_TASK INSTRUCTIONS_.
In the data below, find the line that contains "M286 519 306 520 304 542 284 540Z" and the line that contains "M324 619 327 637 304 641 301 623Z". Copy both, plus every line between them, exactly.

Saved entries:
---------------
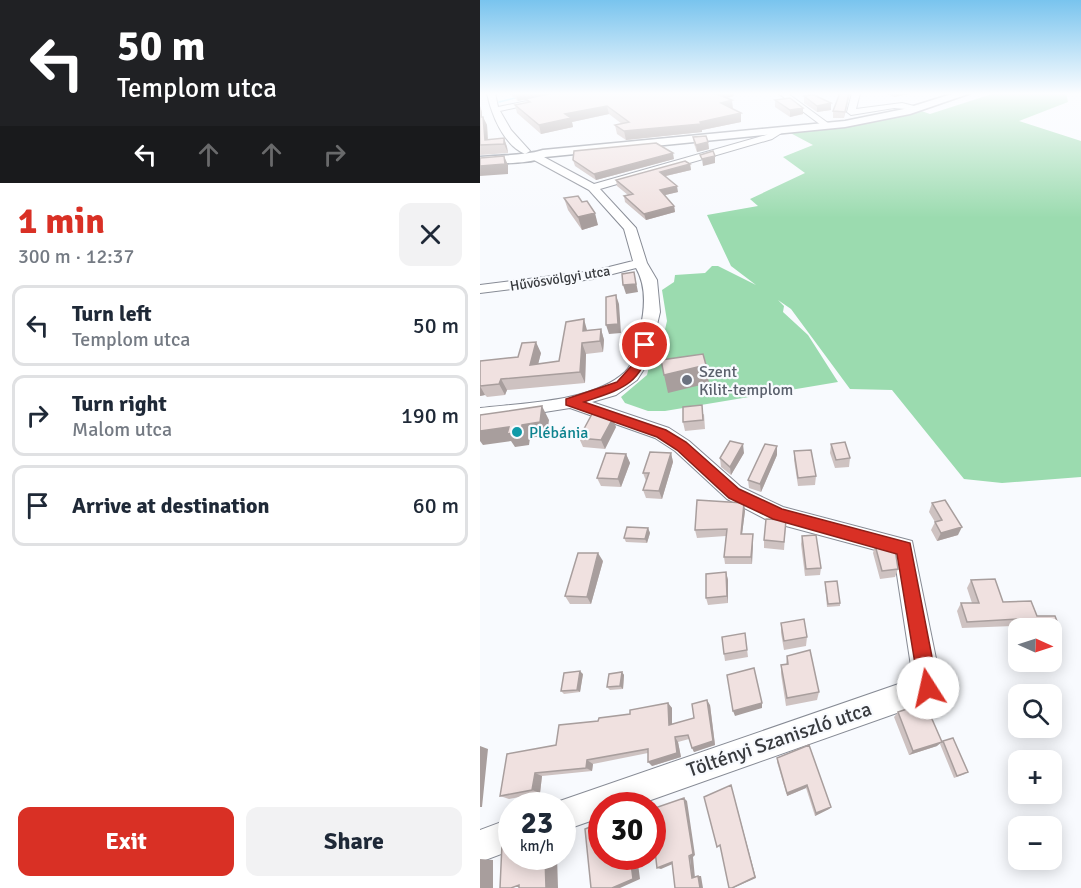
<!DOCTYPE html>
<meta charset="utf-8">
<style>
body{margin:0;font-family:Signika,sans-serif;background:#f2f2f3;color:#1f2937;height:100vh;display:flex;flex-direction:column;font-size:22px;white-space:nowrap}
*{box-sizing:border-box;margin:0}
p{font-size:20px;color:#747a83}
.icon{flex:none;width:33px;height:33px;fill:none;stroke:currentColor;stroke-width:2;stroke-linecap:round;stroke-linejoin:round}
.map{position:relative;flex:1;overflow:hidden}
.side{display:flex;flex-direction:column;background:#fff;width:480px}
.side>*{flex:none}
.guide{background:#202124;color:#fff;overflow:hidden}
.needle{width:39px;rotate:93deg}
.fabs{position:absolute;left:528px;top:618px;display:grid;gap:12px}
.fabs a{display:grid;place-items:center;width:54px;height:54px;border-radius:12px;background:#fff;box-shadow:0 3px 15px #0003;font-size:30px}
.speed{position:absolute;left:18px;top:792px;display:flex;gap:12px;font-size:30px;font-weight:700;text-align:center}
.speed>*{display:grid;place-content:center;width:78px;height:78px;border-radius:50%;background:#fff;box-shadow:0 3px 15px #0003;line-height:1}
.speed small{font-size:15px;font-weight:400}
.speed .limit{border:9px solid #d22;background:#fff;color:#111}
.pin{position:absolute;display:grid;place-items:center;width:51px;height:51px;color:#fff;margin:-26px;border:3px solid #fff;border-radius:50%;box-shadow:0 2px 6px #0007}
.me{position:absolute;width:66px;margin:-33px;rotate:350deg;stroke-linejoin:round;filter:drop-shadow(0 0 4px #0008)}
.turn{display:flex;align-items:center;gap:21px;height:126px;padding:0 18px;font-size:27px}
.turn .icon{width:78px;height:78px;stroke-width:2.5}
.turn b{display:block;font-size:42px;line-height:51px}
.lanes{display:flex;align-items:center;height:57px;padding:0 18px;background:#0003;justify-content:center;gap:30px;direction:ltr}
.lanes .off{opacity:.35}
.round{display:grid;place-items:center;flex:none;width:63px;height:63px;border-radius:12px;background:#f2f2f3}
.summary{display:flex;align-items:center;justify-content:space-between;height:102px;padding:0 18px}
h1{font-size:36px;font-weight:700;line-height:45px;color:#d93025}
.button{display:flex;gap:12px;margin-top:auto;padding:12px 18px}
.button a{flex:1;height:69px;border-radius:12px;background:#d93025;color:#fff;font-size:24px;font-weight:700;line-height:69px;text-align:center}
.button a+a{background:#f2f2f3;color:#1f2937}
ul{padding:0;list-style:none}
li{display:flex;align-items:center;gap:18px;height:81px;margin:0 12px 9px;padding:0 6px;border:3px solid #e0e1e3;border-radius:12px}
li div{flex:1}
li b{display:block;font-size:22px}
li em{font-style:normal}
main{display:flex;flex:1;min-height:0}
.map>svg:first-child{display:block}
.green{fill:#9bdbaf}
.lines{fill:none;stroke-linecap:round;stroke-linejoin:round}
.stream{stroke:#74dbf8;stroke-width:1.5}
.minor-casing{stroke:#878b95;stroke-width:2}
.major-casing{stroke:#878b95;stroke-width:3}
.minor{fill:#fff;fill-rule:evenodd}
.major{fill:#fff;fill-rule:evenodd}
.wall{fill:#cec2c1}
.shaded-wall{fill:#a89e9d}
.building{fill:#f0e1e0;stroke:#a89e9d;stroke-width:1.5}
.route{fill:#d93025;stroke:#8d1f18;stroke-width:1.5}
.worship-dot{fill:#6b7280;stroke:#f8fafe;stroke-width:2}
.culture-dot{fill:#0f9aa8;stroke:#f8fafe;stroke-width:2}
.labels{text-anchor:middle;stroke-width:4.5;stroke-linejoin:round;paint-order:stroke}
.far-street-label{font-size:14px;fill:#383a3e;stroke:#f8fafe}
.worship-label{font-size:16px;fill:#5b616d;stroke:#f8fafe;text-anchor:start}
.culture-label{font-size:16px;fill:#0d838f;stroke:#f8fafe;text-anchor:start}
.near-street-label{font-size:20px;fill:#383a3e;stroke:#f8fafe}
</style>
<main>
<section class="side">
<div class="guide">
<div class="turn"><svg class="icon" aria-label="left" viewBox="0 0 24 24"><path d="M17 20v-9H6M10 6l-5 5 5 5"/></svg><div><b>50 m</b>Templom utca</div></div>
<div class="lanes"><svg class="icon" aria-label="left" viewBox="0 0 24 24"><path d="M17 20v-9H6M10 6l-5 5 5 5"/></svg><svg class="icon off" aria-label="ahead" viewBox="0 0 24 24"><path d="M12 20V5M6 11l6-6 6 6"/></svg><svg class="icon off" aria-label="ahead" viewBox="0 0 24 24"><path d="M12 20V5M6 11l6-6 6 6"/></svg><svg class="icon off" aria-label="right" viewBox="0 0 24 24"><path d="M7 20v-9h11M14 6l5 5-5 5"/></svg></div>
</div>
<div class="summary"><div><h1>1 min</h1><p>300 m · 12:37</p></div><a class="round"><svg class="icon" aria-label="close" viewBox="0 0 24 24"><path d="M6 6l12 12M18 6L6 18"/></svg></a></div>
<ul>
<li><svg class="icon" aria-label="left" viewBox="0 0 24 24"><path d="M17 20v-9H6M10 6l-5 5 5 5"/></svg><div><b>Turn left</b><p>Templom utca</p></div><em>50 m</em></li>
<li><svg class="icon" aria-label="right" viewBox="0 0 24 24"><path d="M7 20v-9h11M14 6l5 5-5 5"/></svg><div><b>Turn right</b><p>Malom utca</p></div><em>190 m</em></li>
<li><svg class="icon" aria-label="arrive" viewBox="0 0 24 24"><path d="M6 21V4h12l-3 4 3 4H6"/></svg><div><b>Arrive at destination</b></div><em>60 m</em></li>
</ul>
<div class="button"><a>Exit</a><a>Share</a></div>
</section>
<div class="map">
<svg width="601" height="888" viewBox="0 0 601 888">
<rect width="100%" height="100%" fill="#f8fafe"/>
<path class="green" d="M515 93H586L588 102 539 121 601 141V477L522 483 484 479 412 390 370 389 311 309 298 300 304 306 303 312 328 335 358 382 185 411H168L145 403 141 397 167 375 170 363 181 346 187 321 182 290 194 282 195 275 225 273 232 266H238L276 285 251 266 227 215 278 206 270 199 325 173 303 157 333 145 301 128 384 119 430 107 450 114Z"/>
<g class="lines">
<path class="stream" d="M19 102 39 97"/>
<g class="minor-casing">
<path id="minor" d="M7 93H15L18 107 85 93H102L20 111 31 130 50 151 45 154C23 145 11 113 7 93Z
M298 93H307L352 126 345 128Z
M372 93H380L376 109 422 103 442 108 438 110 414 108 371 115 367 112Z
M295 130 303 132 292 139 120 189 156 228 167 263 177 280 180 312 168 363 157 380 136 395 112 402 189 428 209 441 261 487 303 507 432 541 462 688 458 698 448 702 154 806H122V817L82 831V806L71 804 433 679 414 555 291 522 247 499 195 451 175 438 90 408 0 422V408C42 403 113 402 145 372 155 362 157 344 160 330 165 309 167 287 156 268L113 279 0 293V285L113 271 153 261 144 229 109 190 54 160V156H62L114 184 286 135Z
M32 818V850L0 862V830Z"/>
</g>
<g class="major-casing">
<path id="major" d="M475 93H491L430 114 365 127 65 157C46 165 21 162 0 165V157C21 155 43 156 63 150L365 121 424 109Z"/>
</g>
<use href="#minor" class="minor"/>
<use href="#major" class="major"/>
</g>
<path class="wall" d="M29 93H254V96L246 98 253 109H252L261 113V122L222 130V132L146 140 137 134 135 125 142 124 129 114 92 122 93 127 61 134 37 113 35 105 46 103 45 99 38 101Z
M360 93H370L364 118H353V111Z
M405 93H434L414 97Z
M324 96 351 110 337 112 324 103Z
M295 100 323 108V114L310 117 295 107Z
M0 106 2 112V117H3L7 125 8 140 24 138 27 147 28 153 0 155Z
M213 137 228 142 229 149 217 152 214 144Z
M194 159 116 180 95 166 93 160Z
M210 164 211 170 186 176 198 192 185 195 194 206 195 212 166 220 145 202 144 196 148 195 137 186 136 180Z
M84 198 102 202 118 225 102 230 88 210Z
M121 329 124 340 123 352 106 354 105 383 27 390 25 395 7 397 5 395 0 396V361L38 357 61 353 58 364 79 361 107 330Z
M224 414 225 429 205 431 203 422Z
M136 427 125 449 103 447 99 438Z
M351 444 370 458 369 467 355 468 350 453Z
M314 451 336 476 335 485 318 486 314 460Z
M191 453 193 462 182 499 166 498 163 490 166 481 163 473Z
M264 453 251 475 241 467 240 458Z
M146 454 150 463 141 487 121 486 117 478Z
M297 455 281 492 269 488 268 480Z
M452 503 478 535 457 541 451 530 455 522 449 512Z
M265 511 262 534H273L272 564H245L244 557 246 536 217 538 215 530Z
M306 520 304 550 284 548V540Z
M168 528 170 533 167 543 146 542 144 538Z
M322 536 341 568 340 575 325 576 321 544Z
M395 545 418 569 415 577 400 579 393 553Z
M123 561 111 604H90L85 596Z
M246 572 248 580V603L228 605 226 598Z
M491 580 523 602 557 616 580 629 572 636V628H538V637H537L533 626 482 628 477 611 481 603H492L487 588Z
M345 582 360 603V606L347 607 345 585Z
M301 623 327 637 326 646 304 650 301 633Z
M265 633 268 657 245 661 244 654Z
M307 656 339 692 337 700 306 706 301 674V665L306 664Z
M142 672 144 675 143 689 130 690 127 687Z
M103 674 100 692 84 694 81 691Z
M188 703 192 708V724L214 718 230 705 235 745 214 752 209 739 198 742 201 757 172 766 168 753 113 764 112 771 62 776 60 793 29 799 20 796 76 745 118 721 150 714Z
M418 712 457 746 429 755 414 717Z
M463 741 485 774 474 778 460 744Z
M297 758 351 807 349 809 335 816 326 788 307 796 297 762Z"/>
<path class="shaded-wall" d="M35 93H73L38 101Z
M232 93H254V96L233 101Z
M369 93H370L364 118 365 112Z
M414 93H434L414 97Z
M252 100 253 109 241 112V103Z
M351 103V110L337 112V106Z
M0 106 2 112V126L0 121Z
M127 106 129 114 92 122 93 127 61 134 59 125 85 114Z
M323 108V114L310 117V110Z
M261 113V122L222 130V132L146 140 144 131 220 122Z
M3 117 7 125 8 145 5 140Z
M24 138 27 147 28 153 24 144Z
M228 142 229 149 217 152 216 145Z
M193 153 194 159 116 180 114 174Z
M24 156 28 165V174L0 176V166Z
M235 156V163L223 166 222 159Z
M210 164 211 170 181 177 180 172Z
M197 186 198 192 181 196 180 190Z
M194 206 195 212 166 220 164 214Z
M115 213 118 225 102 230 98 217Z
M154 272 158 292 146 294 143 285Z
M136 295 139 304 141 333 129 334 126 325Z
M104 319 107 330 103 331Z
M121 329 124 340 123 352 120 341Z
M56 342 61 353 55 376 50 365Z
M102 343 106 354 105 383 100 372Z
M226 365 229 383 188 393 184 375Z
M21 379 27 390 25 395 19 384Z
M0 386 5 395 0 396Z
M62 406 69 420 67 435 50 438 49 445 35 447 31 441 3 445 0 441V431L42 425Z
M133 418 136 427 125 449 121 440Z
M263 444 264 453 251 475 250 467Z
M297 446V455L281 492 280 484Z
M191 453 193 462 182 499 179 491Z
M146 454 150 463 141 487 138 479Z
M264 503 265 511 261 542V534Z
M482 527 478 535 457 541 461 533Z
M168 528 170 533 167 543 165 539Z
M273 534V542L272 564 271 557Z
M118 553 123 561 111 604 107 597Z
M246 572 248 580V603L247 596Z
M100 671 103 674 100 692 97 690Z
M142 672 144 675 143 689 140 686Z
M227 700 230 705 235 745 214 752 212 748Z
M188 703 192 708V730L189 725Z
M282 703V708L255 716 253 711Z
M195 737 198 742 201 757 172 766 168 762Z
M462 742 457 746 429 755 433 751Z
M0 746 8 749 2 807H0Z
M107 760 113 764 112 771 106 768Z
M55 773 62 776 60 793 52 790Z
M251 785 276 878 253 888H252Z
M327 785 326 788 307 796V793Z
M204 798 207 801 215 855 213 857 215 878H212Z
M351 807 349 809 335 816 336 813Z
M65 856H77L78 888H66Z
M150 856H157L160 879 140 888H132Z
M0 859 13 860V888H0Z
M192 862 195 863 181 869 177 868Z
M218 876H221L223 888H220Z"/>
<path class="building" d="M73 93H234L252 100 241 103 261 113 220 122 221 124 144 131 135 125 149 122 127 106 85 114 91 118 59 125 35 105 50 102 45 99Z
M360 93H369L365 112 353 111Z
M334 95 351 103 337 106 324 96Z
M310 98 323 108 310 110 295 100Z
M0 117H3L5 140 24 138V144L0 145Z
M226 136 228 142 216 145 213 137Z
M176 143 193 153 114 174 93 160 94 151Z
M233 151 235 156 222 159 220 155Z
M24 156 25 164 0 166V158Z
M205 161 210 164 180 172 197 186 180 190 194 206 164 214 144 196 153 194 136 180Z
M98 196 102 202 107 201 115 213 98 217 84 198Z
M154 272 156 284 143 285 142 274Z
M136 295 138 324 126 325V297Z
M104 319 103 331 121 329 120 341 102 343 100 372 21 379 19 384 0 386V361L38 357 42 343 56 342 50 365 79 361 86 322Z
M223 354 226 365 184 375 181 360Z
M222 405 223 420 203 422V407Z
M62 406 60 422 42 425 41 432 27 434 29 427 0 431V415Z
M112 414 133 418 121 440 99 438Z
M250 441 263 444 250 467 240 458Z
M365 442 370 458 356 460 351 444Z
M285 444 297 446 280 484 268 480Z
M331 450 336 476 318 478 314 451Z
M170 452 191 453 179 491 163 490 169 473H163Z
M126 453 146 454 138 479 117 478Z
M217 500 264 503 261 534H273L271 557H244L247 529 215 530Z
M465 500 482 527 461 533 455 522 462 520 452 503Z
M286 519 306 520 304 542 284 540Z
M147 527 168 528 165 539 144 538Z
M336 535 341 568 326 569 322 536Z
M395 545 415 549 418 569 402 571Z
M98 553H118L107 597 85 596Z
M246 572 247 596 226 598V574Z
M515 579 523 602 551 601 557 616H575L580 629 543 628 539 619 487 622 481 603H499L491 580Z
M357 581 360 603 348 604 345 582Z
M324 619 327 637 304 641 301 623Z
M265 633 267 650 244 654 242 637Z
M330 650 339 692 307 698 301 665 308 664 307 656Z
M274 668 282 703 253 711 247 675Z
M100 671 97 690 81 691 84 673Z
M142 672 140 686 127 687 129 674Z
M227 700 233 741 212 748 208 735 195 737 197 753 168 762V749L107 760 106 768 55 773 52 790 20 796 27 754 76 745 79 725 118 721 119 718 150 714V710L188 703 189 725 214 718 212 704Z
M445 703 462 742 433 751 418 712Z
M473 738 488 772 477 776 463 741Z
M329 745 351 807 336 813 327 785 307 793 297 758Z
M251 785 275 877 252 888H249L240 845 237 847 224 797Z
M204 798 213 854 209 856 212 878 218 876 220 888H195L192 862 177 868 172 825V809Z
M122 822V856H150L153 879 132 888H111L105 829Z
M32 840V856H65L66 888H39V885L31 888H20L22 844Z"/>
<linearGradient id="sky" x2="0" y2="1"><stop stop-color="#79c4ee"/><stop offset="0.43" stop-color="#fcfdff"/><stop offset="1" stop-color="#fcfdff" stop-opacity="0"/></linearGradient>
<rect width="601" height="218" fill="url(#sky)"/>
<path class="route" d="M161 342 171 345C160 386 141 389 104 402L186 430 206 442 259 489 302 509 430 543 458 688 455 694 448 697 442 694 439 688 417 554 293 519 249 498 197 450 177 437 86 405V399L137 382 155 362Z"/>
<circle class="worship-dot" cx="207" cy="380" r="6"/>
<circle class="culture-dot" cx="37" cy="432" r="6"/>
<g class="labels">
<g class="far-street-label">
<text transform="translate(80 278) rotate(-9)" y="5">Hűvösvölgyi utca</text>
</g>
<g class="worship-label">
<text x="219" y="377">Szent<tspan x="219" dy="18">Kilit-templom</tspan></text>
</g>
<g class="culture-label">
<text x="49" y="438">Plébánia</text>
</g>
<g class="near-street-label">
<text transform="translate(299 739) rotate(-19)" y="7">Töltényi Szaniszló utca</text>
</g>
</g>
</svg>
<div class="fabs">
<a><svg class="needle" viewBox="-14 -14 28 28"><path d="M0-13l5 13h-10z" fill="#e53935"/><path d="M0 13l5-13h-10z" fill="#747a83"/></svg></a>
<a><svg class="icon" aria-label="search" viewBox="0 0 24 24"><circle cx="10" cy="10" r="6"/><path d="M15 15l6 6"/></svg></a>
<a>+</a>
<a>−</a>
</div>
<div class="speed"><div>23<small>km/h</small></div><div class="limit">30</div></div>
<div class="pin" style="left:165px;top:345px;background:#d93025"><svg class="icon" aria-label="arrive" viewBox="0 0 24 24"><path d="M6 21V4h12l-3 4 3 4H6"/></svg></div>
<svg class="me" style="left:448px;top:688px" viewBox="-20 -20 40 40"><circle r="19" fill="#fff"/><path d="M0-13L10 11 0 6-10 11z" fill="#d93025"/></svg>
</div>
</main>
---------------
_RESULT OF THE TASK_.
M286 519 306 520 304 542 284 540Z
M147 527 168 528 165 539 144 538Z
M336 535 341 568 326 569 322 536Z
M395 545 415 549 418 569 402 571Z
M98 553H118L107 597 85 596Z
M246 572 247 596 226 598V574Z
M515 579 523 602 551 601 557 616H575L580 629 543 628 539 619 487 622 481 603H499L491 580Z
M357 581 360 603 348 604 345 582Z
M324 619 327 637 304 641 301 623Z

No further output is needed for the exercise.